REQUIREMENT: Your answer must be the full listing, reproduced word for word.

DATA SECTION:
★ ★ ★
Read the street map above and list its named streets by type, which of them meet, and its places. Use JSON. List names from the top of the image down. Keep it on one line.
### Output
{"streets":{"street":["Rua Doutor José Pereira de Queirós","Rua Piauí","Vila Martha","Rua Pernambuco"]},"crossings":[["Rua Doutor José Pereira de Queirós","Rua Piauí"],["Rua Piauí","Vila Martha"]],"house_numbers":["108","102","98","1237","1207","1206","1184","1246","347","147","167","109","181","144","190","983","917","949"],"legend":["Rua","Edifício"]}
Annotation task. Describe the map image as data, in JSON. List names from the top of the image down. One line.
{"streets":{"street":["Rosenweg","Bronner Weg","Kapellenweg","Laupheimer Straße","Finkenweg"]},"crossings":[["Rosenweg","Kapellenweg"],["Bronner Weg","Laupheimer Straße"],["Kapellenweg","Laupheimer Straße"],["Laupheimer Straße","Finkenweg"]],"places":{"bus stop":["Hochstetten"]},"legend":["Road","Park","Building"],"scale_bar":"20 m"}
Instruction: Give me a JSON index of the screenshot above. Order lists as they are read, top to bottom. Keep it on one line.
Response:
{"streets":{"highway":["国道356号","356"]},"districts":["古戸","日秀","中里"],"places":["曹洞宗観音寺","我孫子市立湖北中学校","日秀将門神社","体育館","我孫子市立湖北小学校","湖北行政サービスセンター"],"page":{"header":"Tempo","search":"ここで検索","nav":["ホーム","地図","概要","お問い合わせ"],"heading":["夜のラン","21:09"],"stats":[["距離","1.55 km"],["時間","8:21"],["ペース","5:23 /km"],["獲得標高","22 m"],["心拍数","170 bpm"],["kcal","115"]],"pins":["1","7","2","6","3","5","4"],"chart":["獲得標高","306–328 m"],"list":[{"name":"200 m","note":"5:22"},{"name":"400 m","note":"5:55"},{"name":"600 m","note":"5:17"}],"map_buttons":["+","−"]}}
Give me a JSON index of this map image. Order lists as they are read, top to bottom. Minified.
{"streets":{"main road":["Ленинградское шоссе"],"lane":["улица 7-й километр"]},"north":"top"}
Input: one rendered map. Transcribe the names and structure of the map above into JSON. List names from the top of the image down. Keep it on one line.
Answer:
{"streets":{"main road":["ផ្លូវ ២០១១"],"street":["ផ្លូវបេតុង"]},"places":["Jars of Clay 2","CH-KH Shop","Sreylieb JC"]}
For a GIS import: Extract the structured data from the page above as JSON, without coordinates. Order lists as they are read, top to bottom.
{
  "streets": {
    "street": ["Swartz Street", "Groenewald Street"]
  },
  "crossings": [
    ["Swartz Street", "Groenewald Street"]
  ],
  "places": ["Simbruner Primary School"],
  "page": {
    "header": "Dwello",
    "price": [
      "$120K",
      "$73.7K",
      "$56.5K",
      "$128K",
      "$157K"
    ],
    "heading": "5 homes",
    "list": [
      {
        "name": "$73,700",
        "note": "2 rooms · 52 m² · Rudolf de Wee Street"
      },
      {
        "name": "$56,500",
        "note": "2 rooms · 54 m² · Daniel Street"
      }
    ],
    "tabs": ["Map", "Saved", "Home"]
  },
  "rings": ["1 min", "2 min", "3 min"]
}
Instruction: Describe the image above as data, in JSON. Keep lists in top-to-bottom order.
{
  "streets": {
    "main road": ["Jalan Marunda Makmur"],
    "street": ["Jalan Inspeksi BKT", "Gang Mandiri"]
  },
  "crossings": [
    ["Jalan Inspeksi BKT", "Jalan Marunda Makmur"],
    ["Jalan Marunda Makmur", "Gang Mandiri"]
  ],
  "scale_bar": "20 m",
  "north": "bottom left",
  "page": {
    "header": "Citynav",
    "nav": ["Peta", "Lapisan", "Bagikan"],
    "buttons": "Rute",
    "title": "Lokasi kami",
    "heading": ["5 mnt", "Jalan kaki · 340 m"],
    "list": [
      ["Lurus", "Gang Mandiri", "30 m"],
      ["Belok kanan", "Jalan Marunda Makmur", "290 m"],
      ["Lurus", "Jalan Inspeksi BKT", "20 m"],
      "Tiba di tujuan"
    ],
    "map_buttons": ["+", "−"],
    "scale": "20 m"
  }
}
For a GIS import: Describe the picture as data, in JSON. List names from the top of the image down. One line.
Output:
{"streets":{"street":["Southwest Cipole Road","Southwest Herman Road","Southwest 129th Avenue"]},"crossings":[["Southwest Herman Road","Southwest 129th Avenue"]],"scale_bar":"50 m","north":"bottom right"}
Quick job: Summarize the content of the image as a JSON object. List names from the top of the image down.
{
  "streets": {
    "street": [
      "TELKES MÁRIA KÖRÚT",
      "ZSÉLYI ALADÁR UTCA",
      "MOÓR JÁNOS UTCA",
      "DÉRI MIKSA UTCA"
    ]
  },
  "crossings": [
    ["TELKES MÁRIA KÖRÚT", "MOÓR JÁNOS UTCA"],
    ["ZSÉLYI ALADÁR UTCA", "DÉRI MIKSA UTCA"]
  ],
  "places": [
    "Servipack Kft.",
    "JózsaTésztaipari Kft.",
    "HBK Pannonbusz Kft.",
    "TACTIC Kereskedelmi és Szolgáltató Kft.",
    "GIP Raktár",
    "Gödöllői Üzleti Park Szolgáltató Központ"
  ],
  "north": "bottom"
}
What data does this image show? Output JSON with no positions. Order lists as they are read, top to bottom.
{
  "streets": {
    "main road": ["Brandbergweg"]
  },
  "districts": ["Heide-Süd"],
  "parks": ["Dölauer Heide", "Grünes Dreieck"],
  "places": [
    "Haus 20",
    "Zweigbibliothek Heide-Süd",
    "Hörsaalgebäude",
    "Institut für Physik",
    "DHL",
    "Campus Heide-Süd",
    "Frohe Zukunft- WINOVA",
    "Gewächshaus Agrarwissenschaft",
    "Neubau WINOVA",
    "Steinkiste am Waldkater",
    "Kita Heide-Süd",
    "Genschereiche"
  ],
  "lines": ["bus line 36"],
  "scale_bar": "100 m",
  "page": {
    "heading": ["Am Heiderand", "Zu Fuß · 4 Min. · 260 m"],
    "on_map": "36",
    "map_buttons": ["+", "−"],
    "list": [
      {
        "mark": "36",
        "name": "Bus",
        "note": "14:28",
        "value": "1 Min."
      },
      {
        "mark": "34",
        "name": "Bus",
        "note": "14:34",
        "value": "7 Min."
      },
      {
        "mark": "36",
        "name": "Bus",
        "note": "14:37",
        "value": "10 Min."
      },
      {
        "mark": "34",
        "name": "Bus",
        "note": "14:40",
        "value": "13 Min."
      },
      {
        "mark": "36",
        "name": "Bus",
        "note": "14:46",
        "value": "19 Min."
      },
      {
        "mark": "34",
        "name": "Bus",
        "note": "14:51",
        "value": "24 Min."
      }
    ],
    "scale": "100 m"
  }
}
★ ★ ★
FINISHED TASK:
Read the street map above and list its named streets by type, which of them meet, and its places. Use JSON. List names from the top of the image down. Keep it on one line.
### Output
{"streets":{"street":["Rua Doutor José Pereira de Queirós","Rua Piauí","Vila Martha","Rua Pernambuco"]},"crossings":[["Rua Doutor José Pereira de Queirós","Rua Piauí"],["Rua Piauí","Vila Martha"]],"house_numbers":["108","102","98","1237","1207","1206","1184","1246","347","147","167","109","181","144","190","983","917","949"],"legend":["Rua","Edifício"]}
Annotation task. Describe the map image as data, in JSON. List names from the top of the image down. One line.
{"streets":{"street":["Rosenweg","Bronner Weg","Kapellenweg","Laupheimer Straße","Finkenweg"]},"crossings":[["Rosenweg","Kapellenweg"],["Bronner Weg","Laupheimer Straße"],["Kapellenweg","Laupheimer Straße"],["Laupheimer Straße","Finkenweg"]],"places":{"bus stop":["Hochstetten"]},"legend":["Road","Park","Building"],"scale_bar":"20 m"}
Instruction: Give me a JSON index of the screenshot above. Order lists as they are read, top to bottom. Keep it on one line.
Response:
{"streets":{"highway":["国道356号","356"]},"districts":["古戸","日秀","中里"],"places":["曹洞宗観音寺","我孫子市立湖北中学校","日秀将門神社","体育館","我孫子市立湖北小学校","湖北行政サービスセンター"],"page":{"header":"Tempo","search":"ここで検索","nav":["ホーム","地図","概要","お問い合わせ"],"heading":["夜のラン","21:09"],"stats":[["距離","1.55 km"],["時間","8:21"],["ペース","5:23 /km"],["獲得標高","22 m"],["心拍数","170 bpm"],["kcal","115"]],"pins":["1","7","2","6","3","5","4"],"chart":["獲得標高","306–328 m"],"list":[{"name":"200 m","note":"5:22"},{"name":"400 m","note":"5:55"},{"name":"600 m","note":"5:17"}],"map_buttons":["+","−"]}}
Give me a JSON index of this map image. Order lists as they are read, top to bottom. Minified.
{"streets":{"main road":["Ленинградское шоссе"],"lane":["улица 7-й километр"]},"north":"top"}
Input: one rendered map. Transcribe the names and structure of the map above into JSON. List names from the top of the image down. Keep it on one line.
Answer:
{"streets":{"main road":["ផ្លូវ ២០១១"],"street":["ផ្លូវបេតុង"]},"places":["Jars of Clay 2","CH-KH Shop","Sreylieb JC"]}
For a GIS import: Extract the structured data from the page above as JSON, without coordinates. Order lists as they are read, top to bottom.
{
  "streets": {
    "street": ["Swartz Street", "Groenewald Street"]
  },
  "crossings": [
    ["Swartz Street", "Groenewald Street"]
  ],
  "places": ["Simbruner Primary School"],
  "page": {
    "header": "Dwello",
    "price": [
      "$120K",
      "$73.7K",
      "$56.5K",
      "$128K",
      "$157K"
    ],
    "heading": "5 homes",
    "list": [
      {
        "name": "$73,700",
        "note": "2 rooms · 52 m² · Rudolf de Wee Street"
      },
      {
        "name": "$56,500",
        "note": "2 rooms · 54 m² · Daniel Street"
      }
    ],
    "tabs": ["Map", "Saved", "Home"]
  },
  "rings": ["1 min", "2 min", "3 min"]
}
Instruction: Describe the image above as data, in JSON. Keep lists in top-to-bottom order.
{
  "streets": {
    "main road": ["Jalan Marunda Makmur"],
    "street": ["Jalan Inspeksi BKT", "Gang Mandiri"]
  },
  "crossings": [
    ["Jalan Inspeksi BKT", "Jalan Marunda Makmur"],
    ["Jalan Marunda Makmur", "Gang Mandiri"]
  ],
  "scale_bar": "20 m",
  "north": "bottom left",
  "page": {
    "header": "Citynav",
    "nav": ["Peta", "Lapisan", "Bagikan"],
    "buttons": "Rute",
    "title": "Lokasi kami",
    "heading": ["5 mnt", "Jalan kaki · 340 m"],
    "list": [
      ["Lurus", "Gang Mandiri", "30 m"],
      ["Belok kanan", "Jalan Marunda Makmur", "290 m"],
      ["Lurus", "Jalan Inspeksi BKT", "20 m"],
      "Tiba di tujuan"
    ],
    "map_buttons": ["+", "−"],
    "scale": "20 m"
  }
}
For a GIS import: Describe the picture as data, in JSON. List names from the top of the image down. One line.
Output:
{"streets":{"street":["Southwest Cipole Road","Southwest Herman Road","Southwest 129th Avenue"]},"crossings":[["Southwest Herman Road","Southwest 129th Avenue"]],"scale_bar":"50 m","north":"bottom right"}
Quick job: Summarize the content of the image as a JSON object. List names from the top of the image down.
{
  "streets": {
    "street": [
      "TELKES MÁRIA KÖRÚT",
      "ZSÉLYI ALADÁR UTCA",
      "MOÓR JÁNOS UTCA",
      "DÉRI MIKSA UTCA"
    ]
  },
  "crossings": [
    ["TELKES MÁRIA KÖRÚT", "MOÓR JÁNOS UTCA"],
    ["ZSÉLYI ALADÁR UTCA", "DÉRI MIKSA UTCA"]
  ],
  "places": [
    "Servipack Kft.",
    "JózsaTésztaipari Kft.",
    "HBK Pannonbusz Kft.",
    "TACTIC Kereskedelmi és Szolgáltató Kft.",
    "GIP Raktár",
    "Gödöllői Üzleti Park Szolgáltató Központ"
  ],
  "north": "bottom"
}
What data does this image show? Output JSON with no positions. Order lists as they are read, top to bottom.
{
  "streets": {
    "main road": ["Brandbergweg"]
  },
  "districts": ["Heide-Süd"],
  "parks": ["Dölauer Heide", "Grünes Dreieck"],
  "places": [
    "Haus 20",
    "Zweigbibliothek Heide-Süd",
    "Hörsaalgebäude",
    "Institut für Physik",
    "DHL",
    "Campus Heide-Süd",
    "Frohe Zukunft- WINOVA",
    "Gewächshaus Agrarwissenschaft",
    "Neubau WINOVA",
    "Steinkiste am Waldkater",
    "Kita Heide-Süd",
    "Genschereiche"
  ],
  "lines": ["bus line 36"],
  "scale_bar": "100 m",
  "page": {
    "heading": ["Am Heiderand", "Zu Fuß · 4 Min. · 260 m"],
    "on_map": "36",
    "map_buttons": ["+", "−"],
    "list": [
      {
        "mark": "36",
        "name": "Bus",
        "note": "14:28",
        "value": "1 Min."
      },
      {
        "mark": "34",
        "name": "Bus",
        "note": "14:34",
        "value": "7 Min."
      },
      {
        "mark": "36",
        "name": "Bus",
        "note": "14:37",
        "value": "10 Min."
      },
      {
        "mark": "34",
        "name": "Bus",
        "note": "14:40",
        "value": "13 Min."
      },
      {
        "mark": "36",
        "name": "Bus",
        "note": "14:46",
        "value": "19 Min."
      },
      {
        "mark": "34",
        "name": "Bus",
        "note": "14:51",
        "value": "24 Min."
      }
    ],
    "scale": "100 m"
  }
}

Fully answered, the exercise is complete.